This is a personal project with the aim of exploring the capabilities of Golang in the realm of scraping - and particularly headless browser scraping.
The project utilizes:
- Web scraping through net/http and Go-colly
- Headless Web scraping via Go-rod
- Rotating proxies through Mubeng
- Web interface provided via simple html, css, js routed through Go-chi
- Includes: add new, see existing
- Includes: edit/delete existing, see history
- Includes: add new, see existing
- Includes: edit/delete existing, see history
- Bulk Actions
- Cleanse inputs; perhaps a library can be utilized to handle this
- Security
Github: https://github.com/kitabisa/mubeng
Installation:
▶ git clone https://github.com/kitabisa/mubeng ▶ cd mubeng ▶ make build ▶ (sudo) mv ./bin/mubeng /usr/local/bin ▶ make clean
Example usage:
$ mubeng -f mubeng_proxies.txt -r 100 -a 127.0.0.1:9453
(Add -w if the proxies file will change)
Your supersecret file contains sensitive info. Here is a sample supersecret.go file:
package config
var PROXIES_DOWNLOAD_URL string = "https://example.com/" // returns txt file with proxies in format: IP:port:username:password
var PROXY_LOCAL_URL string = "127.0.0.1:9453"
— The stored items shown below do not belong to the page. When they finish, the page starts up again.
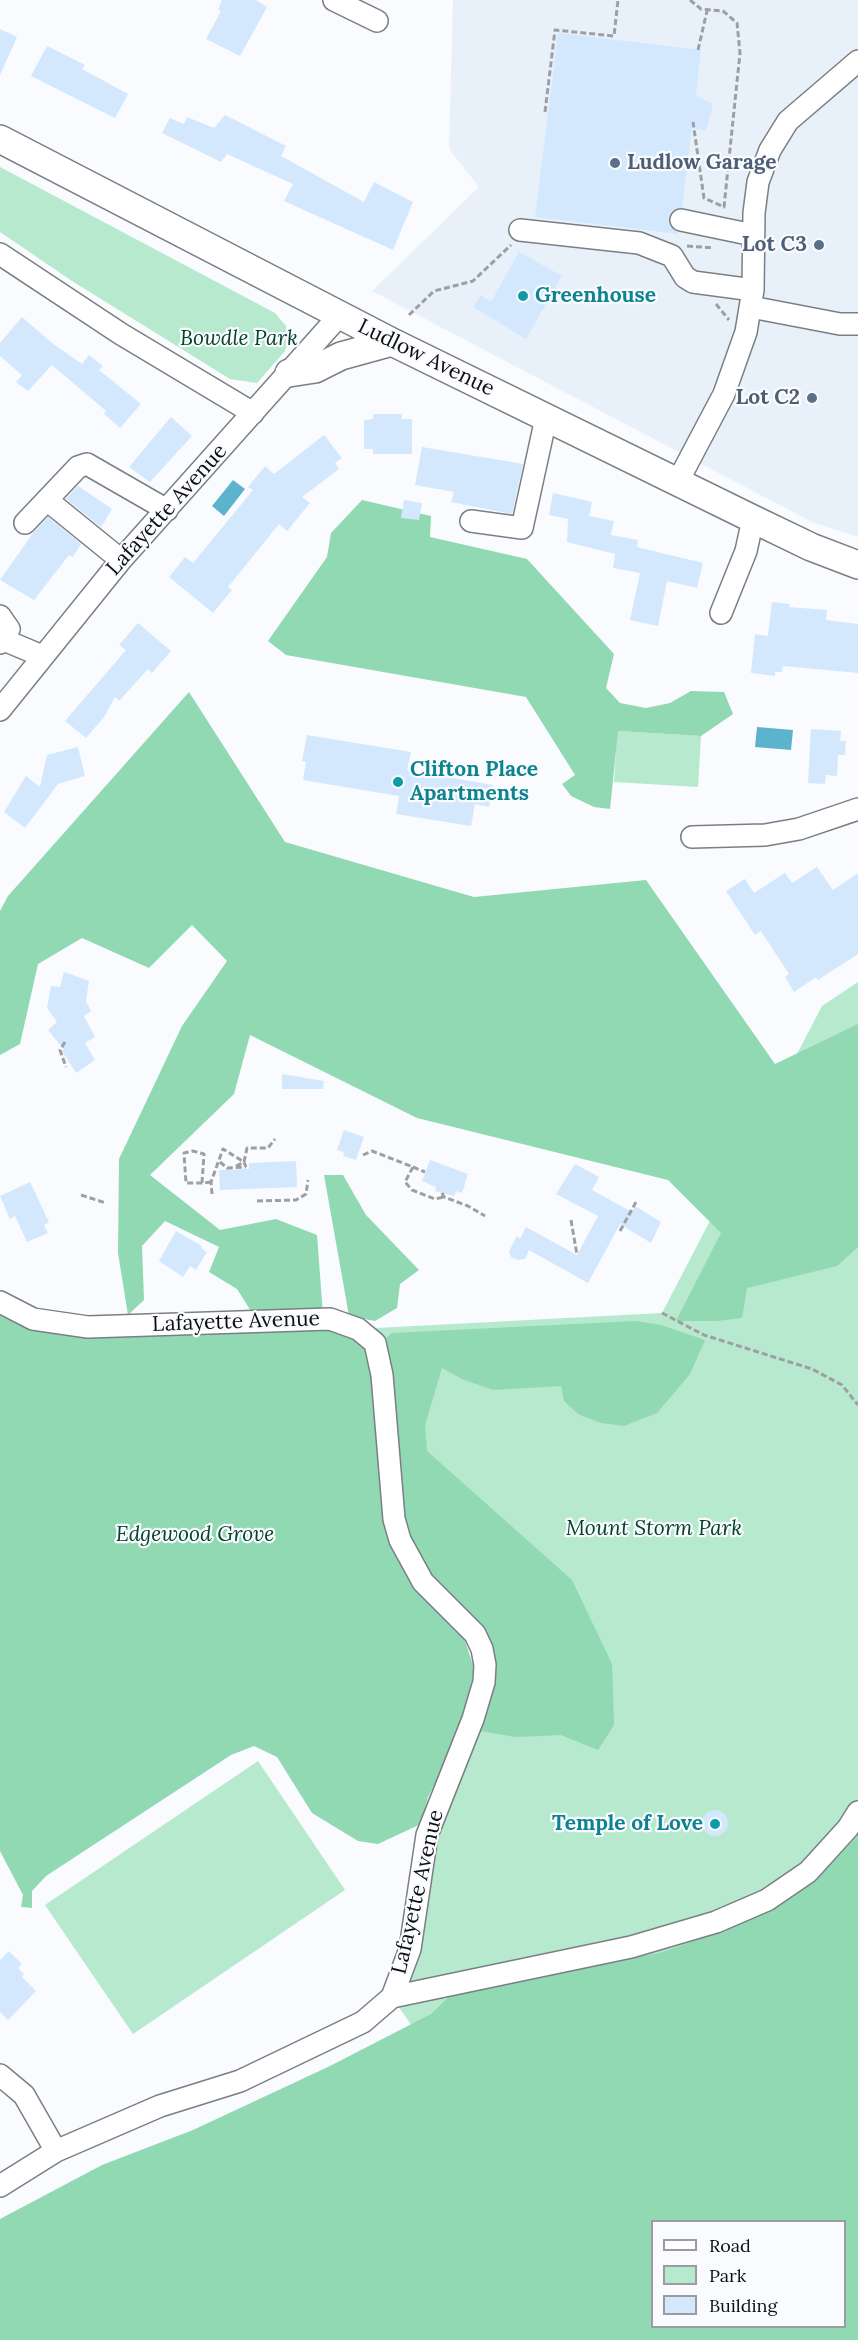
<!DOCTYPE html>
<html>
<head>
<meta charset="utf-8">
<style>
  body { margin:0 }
  #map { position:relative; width:858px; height:2340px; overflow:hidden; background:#f9fbfe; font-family:Lora,serif }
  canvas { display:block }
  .legend { position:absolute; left:651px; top:2220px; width:195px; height:108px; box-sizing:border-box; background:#f9fbfe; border:2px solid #9a9c9f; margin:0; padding:8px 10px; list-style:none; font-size:18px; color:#0c0e10 }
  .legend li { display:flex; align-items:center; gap:12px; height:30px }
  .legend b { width:30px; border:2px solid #9a9c9f }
</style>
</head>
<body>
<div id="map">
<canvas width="858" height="2340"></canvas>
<ul class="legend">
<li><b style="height:8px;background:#fff"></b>Road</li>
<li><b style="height:16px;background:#b6e9cd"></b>Park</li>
<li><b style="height:16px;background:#d3e8fd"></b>Building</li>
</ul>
</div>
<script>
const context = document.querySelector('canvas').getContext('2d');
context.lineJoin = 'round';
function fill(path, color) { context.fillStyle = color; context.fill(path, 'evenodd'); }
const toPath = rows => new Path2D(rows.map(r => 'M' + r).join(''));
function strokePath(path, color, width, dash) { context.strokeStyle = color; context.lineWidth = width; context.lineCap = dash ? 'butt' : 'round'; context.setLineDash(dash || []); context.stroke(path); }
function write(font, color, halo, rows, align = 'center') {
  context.font = font + ' Lora,serif'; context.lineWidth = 4.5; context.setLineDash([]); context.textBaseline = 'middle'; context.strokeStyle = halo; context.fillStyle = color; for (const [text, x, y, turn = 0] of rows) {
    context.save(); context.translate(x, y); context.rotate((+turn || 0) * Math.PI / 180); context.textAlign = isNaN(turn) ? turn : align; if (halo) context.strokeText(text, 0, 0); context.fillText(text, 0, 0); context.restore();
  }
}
const built = toPath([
  [453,0,858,0,858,537,812,522,372,291,479,187,449,149]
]);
const green = toPath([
  [0,167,275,313,286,326,287,344,285,351,257,383,230,379,72,281,0,232],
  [617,731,701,736,698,787,614,782],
  [858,982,858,2340,628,2340,392,1997,427,1835,484,1682,358,1329,662,1313,822,1006],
  [652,2222,844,2222,844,2326,652,2326],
  [258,1761,345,1890,133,2034,45,1905]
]);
const forest = toPath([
  [362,500,431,516,430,537,527,559,614,654,606,688,620,703,646,708,670,703,691,691,724,692,733,714,701,736,618,731,610,809,594,807,571,796,562,784,575,775,526,697,286,655,268,641,327,557,331,533],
  [189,692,285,842,474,897,646,880,775,1064,858,1024,858,1247,837,1266,747,1288,742,1318,717,1321,676,1321,721,1233,668,1180,417,1118,250,1035,234,1094,150,1175,220,1230,276,1219,317,1235,323,1315,254,1316,237,1289,209,1272,219,1247,165,1221,142,1246,144,1300,128,1315,118,1253,119,1159,182,1026,227,961,192,925,149,968,82,938,38,964,20,1044,0,1055,0,911,8,896],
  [324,1175,343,1175,366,1215,419,1270,400,1284,397,1308,375,1321,349,1316],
  [0,1312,337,1330,355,1335,371,1356,391,1521,464,1638,474,1668,470,1695,444,1767,428,1797,421,1824,378,1844,358,1841,312,1813,277,1757,254,1746,231,1755,46,1876,32,1891,32,1908,21,1907,23,1895,0,1851],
  [636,1321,661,1325,705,1340,690,1374,657,1413,624,1426,601,1423,578,1414,564,1401,561,1386,493,1390,462,1379,442,1368,425,1425,427,1451,572,1580,612,1664,614,1725,598,1750,561,1735,516,1737,474,1730,490,1662,435,1588,407,1532,386,1338,392,1333],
  [858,1836,858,2340,0,2340,0,2219,102,2165,193,2130,330,2066,431,2014,454,1992,659,1953,732,1928,792,1898,818,1878],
  [652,2222,844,2222,844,2326,652,2326]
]);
const water = toPath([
  [233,480,245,489,224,516,212,506],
  [757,727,793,730,791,750,755,747]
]);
const building = toPath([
  [222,0,256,0,267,7,240,56,206,39,221,11,218,10],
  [0,29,17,37,0,75],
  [558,33,701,50,696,96,713,104,706,131,692,128,682,208,672,211,668,218,669,225,679,234,535,217],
  [47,46,85,65,82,69,128,94,115,118,31,76],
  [225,115,286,146,281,156,364,202,374,182,413,202,393,250,284,201,293,184,227,154,221,162,162,133,170,118,184,124,187,117,214,128],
  [519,252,562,276,526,339,473,307,481,295,491,302],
  [22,317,52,343,82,364,89,355,103,366,99,370,141,404,120,428,104,414,106,411,52,365,28,391,16,382,22,375,0,356,0,343],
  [373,414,402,414,402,419,412,419,412,454,373,454,373,449,364,449,364,420,373,419],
  [171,417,192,436,150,482,129,467],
  [324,435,342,458,335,463,339,469,302,497,310,503,287,531,279,524,228,587,232,590,213,613,169,577,185,557,193,563,253,490,248,487,265,466,274,474],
  [422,447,523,464,512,514,451,502,454,492,415,485],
  [78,486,112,509,101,527,66,499],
  [553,493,592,502,589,516,614,521,611,535,638,540,637,547,703,563,697,588,667,581,658,626,630,620,640,573,613,568,615,554,567,542,568,519,549,515],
  [404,500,422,503,419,520,401,518],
  [48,517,81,544,73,557,69,555,34,600,0,580,33,533],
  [772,602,790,604,789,607,827,610,826,620,858,624,858,673,783,666,782,672,775,672,775,676,751,673,755,634,768,636],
  [138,623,171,651,152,673,148,669,119,701,115,697,104,717,86,738,65,721,126,650,119,645],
  [811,729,841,731,840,741,846,741,845,755,838,755,837,776,826,775,825,784,808,783],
  [307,735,411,752,407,770,493,785,489,807,475,804,471,826,396,814,399,796,303,780,306,762,302,761],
  [78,747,85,776,58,784,25,828,4,812,26,776,40,787,47,755],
  [817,867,833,890,858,873,858,954,818,980,816,977,794,992,785,977,789,974,761,931,755,935,726,891,745,879,754,893,785,873,792,883],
  [64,972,89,981,86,1001,91,1011,84,1016,95,1037,85,1043,95,1060,76,1073,62,1051,64,1050,48,1030,57,1022,47,1008,51,986,60,987],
  [282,1074,324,1081,323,1089,282,1089],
  [344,1130,364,1137,356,1160,343,1156,344,1152,337,1150],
  [430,1160,468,1174,462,1193,456,1191,454,1196,435,1191,436,1187,422,1181],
  [296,1161,297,1187,220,1190,219,1170,249,1169,249,1163],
  [575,1164,599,1177,592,1190,632,1212,635,1206,661,1222,651,1243,620,1224,588,1283,529,1250,525,1259,518,1260,511,1257,509,1251,517,1236,520,1239,526,1227,577,1255,598,1216,556,1194],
  [30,1182,49,1222,44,1225,48,1233,27,1242,15,1216,10,1219,0,1196],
  [176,1231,202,1246,201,1248,207,1252,196,1270,190,1266,183,1277,159,1261],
  '702 1823a13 13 0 1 1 26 0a13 13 0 1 1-26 0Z',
  [9,1951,22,1964,18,1968,24,1974,22,1977,36,1991,8,2020,0,2012,0,1960]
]);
const path = toPath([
  [690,0,701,9,723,11,737,23,740,53,724,207,704,198,693,122],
  [698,50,707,11],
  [545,112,555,30,614,36,618,0],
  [687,246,714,248],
  [716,304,729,320],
  [409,315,434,291,473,281,511,245],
  [65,1042,60,1050,66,1067],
  [363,1155,372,1151,413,1167,405,1182,412,1190,435,1199,444,1197],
  [220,1162,227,1168,246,1167],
  [236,1166,244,1162,247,1148,268,1148,275,1139],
  [413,1167,425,1172],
  [202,1183,204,1154,193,1151,184,1153,186,1183,202,1183,211,1182],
  [442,1193,444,1197,468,1206,485,1216],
  [212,1194,211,1182,223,1149,244,1162,246,1167],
  [81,1195,106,1203],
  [257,1201,296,1200,306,1194,308,1180],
  [571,1220,577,1255],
  [620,1231,636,1202],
  [662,1313,704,1335,812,1369,842,1385,858,1405]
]);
const minor = toPath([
  [334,0,377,21],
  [681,220,753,235],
  [520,230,639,243,672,256,685,277,693,282,753,290],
  [0,254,121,334,253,413],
  [751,307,840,324,858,324],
  [678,481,724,394,746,332,753,290,754,213,758,182,770,150,788,121,858,61],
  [47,500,121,560],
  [471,521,522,528,546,418],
  [25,523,78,467,87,464,167,510],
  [721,613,746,551,753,519],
  [0,616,9,629,0,643],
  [4,640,42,656],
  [0,710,121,560,339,316],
  [692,837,765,835,799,829,858,809],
  [0,1302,33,1319,88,1327,330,1319,358,1329,375,1343,382,1375,394,1519,400,1540,423,1582,475,1634,482,1649,485,1665,484,1682,473,1719,427,1835,410,1949,392,1997,363,2022,240,2081,160,2106,56,2151,0,2186],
  [392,1997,631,1947,716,1922,767,1900,808,1872,848,1828,858,1812],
  [0,2075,24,2095,56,2151]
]);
const major = toPath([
  [0,139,392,342,753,519,811,547,858,565],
  [289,373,315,369,341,356,392,342]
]);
const markers = [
  [615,163,6,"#5c6f8a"],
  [819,245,6,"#5c6f8a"],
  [523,296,6,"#0f9aa8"],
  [812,398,6,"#5c6f8a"],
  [398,782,6,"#0f9aa8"],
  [715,1824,6,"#0f9aa8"]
];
const serviceNames = [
  ["Ludlow Garage",627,163,"left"],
  ["Lot C3",807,245],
  ["Lot C2",800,398]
];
const cultureNames = [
  ["Greenhouse",535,296],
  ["Clifton Place",410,770],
  ["Apartments",410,794],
  ["Temple of Love",703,1824,"right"]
];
const parkNames = [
  ["Bowdle Park",239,339],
  ["Mount Storm Park",654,1529],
  ["Edgewood Grove",195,1535]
];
const streetNames = [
  ["Ludlow Avenue",426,358,26],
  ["Lafayette Avenue",167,510,-48],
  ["Lafayette Avenue",236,1322,-2],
  ["Lafayette Avenue",418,1892,-77]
];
fill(built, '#e8f1fa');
fill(green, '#b6e9cd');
fill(forest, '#90d9b3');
fill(water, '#5cb4cc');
fill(building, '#d3e8fd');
strokePath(minor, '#7a7f84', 24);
strokePath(major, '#7a7f84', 30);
strokePath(path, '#9d9fa2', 3, [6, 3]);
strokePath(minor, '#fff', 21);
strokePath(major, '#fff', 27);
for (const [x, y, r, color] of markers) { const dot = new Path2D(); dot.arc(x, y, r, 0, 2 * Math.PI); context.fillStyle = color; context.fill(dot); strokePath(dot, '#f9fbfe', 2); }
write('bold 21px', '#4e5e75', '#f9fbfe', serviceNames, 'right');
write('bold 21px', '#0d838f', '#f9fbfe', cultureNames, 'left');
write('italic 21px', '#04422a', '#f9fbfe', parkNames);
write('21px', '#0c0e10', '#f9fbfe', streetNames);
</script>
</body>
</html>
var SMTP_SERVER string = "mail.example.com"
var SMTP_PORT int = 587
var SMTP_EMAIL string = "mail@example.com"
var SMTP_PASS string = "example-pass"
var GPT_AUTH_TOKEN string = "sk-gpt_auth_token"
Simply run main.go using go run main.go
Congrats! You should now be running the scraper on localhost:3000
- SSL-enforced content not visible (ie lottie animation)
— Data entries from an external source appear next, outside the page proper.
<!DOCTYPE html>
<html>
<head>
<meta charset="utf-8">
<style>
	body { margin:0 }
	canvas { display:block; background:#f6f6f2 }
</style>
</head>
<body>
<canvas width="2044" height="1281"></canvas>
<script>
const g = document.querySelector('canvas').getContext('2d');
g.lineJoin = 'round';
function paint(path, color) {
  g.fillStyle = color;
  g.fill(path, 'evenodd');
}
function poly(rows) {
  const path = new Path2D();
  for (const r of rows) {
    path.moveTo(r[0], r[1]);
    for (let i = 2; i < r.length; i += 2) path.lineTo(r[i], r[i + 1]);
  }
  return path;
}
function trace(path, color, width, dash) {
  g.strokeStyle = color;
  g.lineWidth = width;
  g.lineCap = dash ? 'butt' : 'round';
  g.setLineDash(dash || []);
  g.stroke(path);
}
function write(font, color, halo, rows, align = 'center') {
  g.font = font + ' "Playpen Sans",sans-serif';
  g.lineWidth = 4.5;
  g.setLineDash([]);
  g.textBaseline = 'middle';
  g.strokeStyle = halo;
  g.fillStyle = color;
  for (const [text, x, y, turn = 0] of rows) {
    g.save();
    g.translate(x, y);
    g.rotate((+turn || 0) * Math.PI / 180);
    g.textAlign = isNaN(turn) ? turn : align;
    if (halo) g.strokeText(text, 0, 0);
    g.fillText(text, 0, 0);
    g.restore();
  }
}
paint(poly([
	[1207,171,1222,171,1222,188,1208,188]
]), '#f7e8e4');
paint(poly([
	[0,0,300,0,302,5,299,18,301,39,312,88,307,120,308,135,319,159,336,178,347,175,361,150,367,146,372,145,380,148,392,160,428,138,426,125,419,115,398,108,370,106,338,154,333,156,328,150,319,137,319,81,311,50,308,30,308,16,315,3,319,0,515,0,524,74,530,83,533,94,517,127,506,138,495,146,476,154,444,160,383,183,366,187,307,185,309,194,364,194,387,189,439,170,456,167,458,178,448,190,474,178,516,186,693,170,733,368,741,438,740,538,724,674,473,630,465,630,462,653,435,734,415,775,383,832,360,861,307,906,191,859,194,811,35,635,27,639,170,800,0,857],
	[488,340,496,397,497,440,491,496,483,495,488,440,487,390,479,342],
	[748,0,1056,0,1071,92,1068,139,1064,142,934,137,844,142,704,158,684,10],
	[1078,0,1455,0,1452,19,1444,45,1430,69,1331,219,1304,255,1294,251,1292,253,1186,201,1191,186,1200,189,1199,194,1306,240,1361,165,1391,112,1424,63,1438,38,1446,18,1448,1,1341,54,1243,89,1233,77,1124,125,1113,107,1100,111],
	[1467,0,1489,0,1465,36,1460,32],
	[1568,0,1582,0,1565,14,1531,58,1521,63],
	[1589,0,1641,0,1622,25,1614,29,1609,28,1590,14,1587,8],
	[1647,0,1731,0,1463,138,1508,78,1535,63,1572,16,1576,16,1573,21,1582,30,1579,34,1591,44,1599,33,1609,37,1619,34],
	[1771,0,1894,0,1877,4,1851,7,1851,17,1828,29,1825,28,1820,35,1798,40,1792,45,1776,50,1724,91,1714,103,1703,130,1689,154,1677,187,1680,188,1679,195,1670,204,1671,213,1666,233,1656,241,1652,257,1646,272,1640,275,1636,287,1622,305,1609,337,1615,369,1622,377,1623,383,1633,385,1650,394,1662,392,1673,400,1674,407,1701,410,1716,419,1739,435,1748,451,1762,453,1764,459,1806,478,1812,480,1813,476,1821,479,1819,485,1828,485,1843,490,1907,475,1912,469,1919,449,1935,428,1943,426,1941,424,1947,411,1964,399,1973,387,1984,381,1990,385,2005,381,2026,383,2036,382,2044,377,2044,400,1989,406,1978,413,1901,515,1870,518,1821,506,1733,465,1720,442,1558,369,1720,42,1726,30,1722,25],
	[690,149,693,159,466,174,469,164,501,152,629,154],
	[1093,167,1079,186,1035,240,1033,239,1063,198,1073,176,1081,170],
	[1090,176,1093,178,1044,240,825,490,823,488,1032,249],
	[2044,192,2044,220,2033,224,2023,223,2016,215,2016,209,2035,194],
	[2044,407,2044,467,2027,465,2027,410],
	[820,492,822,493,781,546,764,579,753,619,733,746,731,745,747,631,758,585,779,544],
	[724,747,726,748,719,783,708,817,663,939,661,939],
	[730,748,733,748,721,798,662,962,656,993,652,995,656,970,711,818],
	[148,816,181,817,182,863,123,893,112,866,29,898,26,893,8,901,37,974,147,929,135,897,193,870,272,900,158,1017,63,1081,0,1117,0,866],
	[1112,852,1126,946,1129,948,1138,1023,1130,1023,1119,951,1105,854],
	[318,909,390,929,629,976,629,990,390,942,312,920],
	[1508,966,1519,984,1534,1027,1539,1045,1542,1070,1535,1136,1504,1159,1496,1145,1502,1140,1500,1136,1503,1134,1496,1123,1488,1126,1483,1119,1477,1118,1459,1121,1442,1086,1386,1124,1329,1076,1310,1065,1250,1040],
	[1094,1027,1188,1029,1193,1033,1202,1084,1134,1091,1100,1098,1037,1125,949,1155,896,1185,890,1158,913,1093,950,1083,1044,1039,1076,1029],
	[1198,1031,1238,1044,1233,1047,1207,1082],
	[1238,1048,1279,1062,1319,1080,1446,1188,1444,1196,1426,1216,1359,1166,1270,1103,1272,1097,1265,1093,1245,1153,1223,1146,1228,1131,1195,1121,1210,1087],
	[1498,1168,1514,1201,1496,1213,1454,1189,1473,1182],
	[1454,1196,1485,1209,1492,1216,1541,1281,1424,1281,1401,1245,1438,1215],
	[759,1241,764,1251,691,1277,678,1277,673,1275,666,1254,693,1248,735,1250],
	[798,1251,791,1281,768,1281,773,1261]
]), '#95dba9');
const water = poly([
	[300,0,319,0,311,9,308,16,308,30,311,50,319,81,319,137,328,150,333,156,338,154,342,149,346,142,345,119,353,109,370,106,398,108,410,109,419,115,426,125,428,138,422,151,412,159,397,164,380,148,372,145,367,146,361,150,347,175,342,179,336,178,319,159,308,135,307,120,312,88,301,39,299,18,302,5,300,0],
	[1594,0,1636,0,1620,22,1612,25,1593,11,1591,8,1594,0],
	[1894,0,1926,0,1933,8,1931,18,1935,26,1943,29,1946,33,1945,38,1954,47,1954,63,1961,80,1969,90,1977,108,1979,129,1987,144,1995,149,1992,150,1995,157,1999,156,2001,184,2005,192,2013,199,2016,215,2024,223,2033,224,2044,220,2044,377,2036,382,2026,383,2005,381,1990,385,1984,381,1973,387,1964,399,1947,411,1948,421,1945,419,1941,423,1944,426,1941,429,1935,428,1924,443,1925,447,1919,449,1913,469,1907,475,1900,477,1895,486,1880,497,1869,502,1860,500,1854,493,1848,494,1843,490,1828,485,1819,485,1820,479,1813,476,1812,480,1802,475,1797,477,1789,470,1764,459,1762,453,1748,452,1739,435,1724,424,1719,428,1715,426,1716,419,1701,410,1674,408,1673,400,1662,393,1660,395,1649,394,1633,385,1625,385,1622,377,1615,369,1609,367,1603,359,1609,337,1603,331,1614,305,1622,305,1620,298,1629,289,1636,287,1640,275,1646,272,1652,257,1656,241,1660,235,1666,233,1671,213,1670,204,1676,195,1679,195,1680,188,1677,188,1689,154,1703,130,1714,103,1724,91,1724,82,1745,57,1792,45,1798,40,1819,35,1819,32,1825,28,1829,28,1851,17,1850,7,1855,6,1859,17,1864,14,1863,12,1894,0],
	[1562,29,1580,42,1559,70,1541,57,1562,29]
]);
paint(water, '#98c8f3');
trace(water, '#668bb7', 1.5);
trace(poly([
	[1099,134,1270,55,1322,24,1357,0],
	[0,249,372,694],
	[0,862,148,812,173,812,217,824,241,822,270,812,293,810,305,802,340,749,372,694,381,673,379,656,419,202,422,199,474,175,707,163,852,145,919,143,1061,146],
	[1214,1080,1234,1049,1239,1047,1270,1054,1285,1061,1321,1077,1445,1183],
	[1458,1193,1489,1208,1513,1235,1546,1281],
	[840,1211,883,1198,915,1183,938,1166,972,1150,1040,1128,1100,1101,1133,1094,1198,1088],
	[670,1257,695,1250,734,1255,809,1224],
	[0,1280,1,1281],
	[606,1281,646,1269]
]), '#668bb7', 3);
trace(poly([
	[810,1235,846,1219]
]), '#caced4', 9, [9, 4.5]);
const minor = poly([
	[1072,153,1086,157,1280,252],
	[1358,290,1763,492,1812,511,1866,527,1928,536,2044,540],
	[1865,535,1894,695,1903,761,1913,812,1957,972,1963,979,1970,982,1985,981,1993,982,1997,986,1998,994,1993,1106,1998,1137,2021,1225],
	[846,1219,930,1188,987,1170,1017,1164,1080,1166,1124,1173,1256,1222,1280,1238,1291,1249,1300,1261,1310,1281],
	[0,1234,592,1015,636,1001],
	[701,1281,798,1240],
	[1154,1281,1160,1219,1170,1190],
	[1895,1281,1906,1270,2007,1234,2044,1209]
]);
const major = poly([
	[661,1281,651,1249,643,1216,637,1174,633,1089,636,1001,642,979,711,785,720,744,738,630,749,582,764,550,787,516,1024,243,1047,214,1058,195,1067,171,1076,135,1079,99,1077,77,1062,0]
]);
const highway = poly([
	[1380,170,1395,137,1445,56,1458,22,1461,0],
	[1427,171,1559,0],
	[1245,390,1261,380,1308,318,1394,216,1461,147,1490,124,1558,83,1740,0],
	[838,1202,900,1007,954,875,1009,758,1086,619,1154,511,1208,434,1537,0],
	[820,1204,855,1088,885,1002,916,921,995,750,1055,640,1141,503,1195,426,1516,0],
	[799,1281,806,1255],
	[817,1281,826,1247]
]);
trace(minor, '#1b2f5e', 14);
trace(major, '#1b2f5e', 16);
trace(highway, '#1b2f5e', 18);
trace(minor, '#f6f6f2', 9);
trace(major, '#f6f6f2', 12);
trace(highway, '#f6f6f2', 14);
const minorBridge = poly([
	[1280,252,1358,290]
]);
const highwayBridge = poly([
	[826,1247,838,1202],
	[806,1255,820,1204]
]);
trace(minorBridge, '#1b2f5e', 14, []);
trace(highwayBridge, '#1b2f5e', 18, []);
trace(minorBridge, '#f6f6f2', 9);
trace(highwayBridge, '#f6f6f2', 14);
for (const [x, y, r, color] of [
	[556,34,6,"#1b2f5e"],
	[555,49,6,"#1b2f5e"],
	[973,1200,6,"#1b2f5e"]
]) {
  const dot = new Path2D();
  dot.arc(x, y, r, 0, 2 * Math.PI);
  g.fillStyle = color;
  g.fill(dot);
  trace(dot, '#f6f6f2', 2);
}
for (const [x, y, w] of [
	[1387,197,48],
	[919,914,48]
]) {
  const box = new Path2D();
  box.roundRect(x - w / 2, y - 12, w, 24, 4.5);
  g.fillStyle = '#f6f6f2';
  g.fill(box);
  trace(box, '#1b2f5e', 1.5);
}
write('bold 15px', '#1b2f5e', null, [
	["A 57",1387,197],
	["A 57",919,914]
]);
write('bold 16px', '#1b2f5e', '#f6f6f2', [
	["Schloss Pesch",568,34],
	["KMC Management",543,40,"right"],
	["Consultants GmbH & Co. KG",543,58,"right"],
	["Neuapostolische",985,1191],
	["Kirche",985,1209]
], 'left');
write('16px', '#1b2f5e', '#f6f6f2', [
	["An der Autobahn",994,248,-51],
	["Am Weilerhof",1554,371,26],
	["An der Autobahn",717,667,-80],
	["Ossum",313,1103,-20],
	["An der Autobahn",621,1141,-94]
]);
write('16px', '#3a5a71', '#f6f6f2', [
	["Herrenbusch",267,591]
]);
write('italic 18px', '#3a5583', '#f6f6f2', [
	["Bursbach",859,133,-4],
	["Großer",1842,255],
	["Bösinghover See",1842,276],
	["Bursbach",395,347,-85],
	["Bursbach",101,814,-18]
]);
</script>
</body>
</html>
result, err := scraping.ScrapeSite("https://website.com/", "span.price > span.res", false) if err != nil { fmt.Printf("Error: %v\n", err) } if result == "" { result = "Not Found"} fmt.Printf("Res: %v\n", result)
The project is publicized for educational purposes, and should not be used for misconduct. Please ensure you have the permission to scrape websites that you scrape if you choose to use the tool.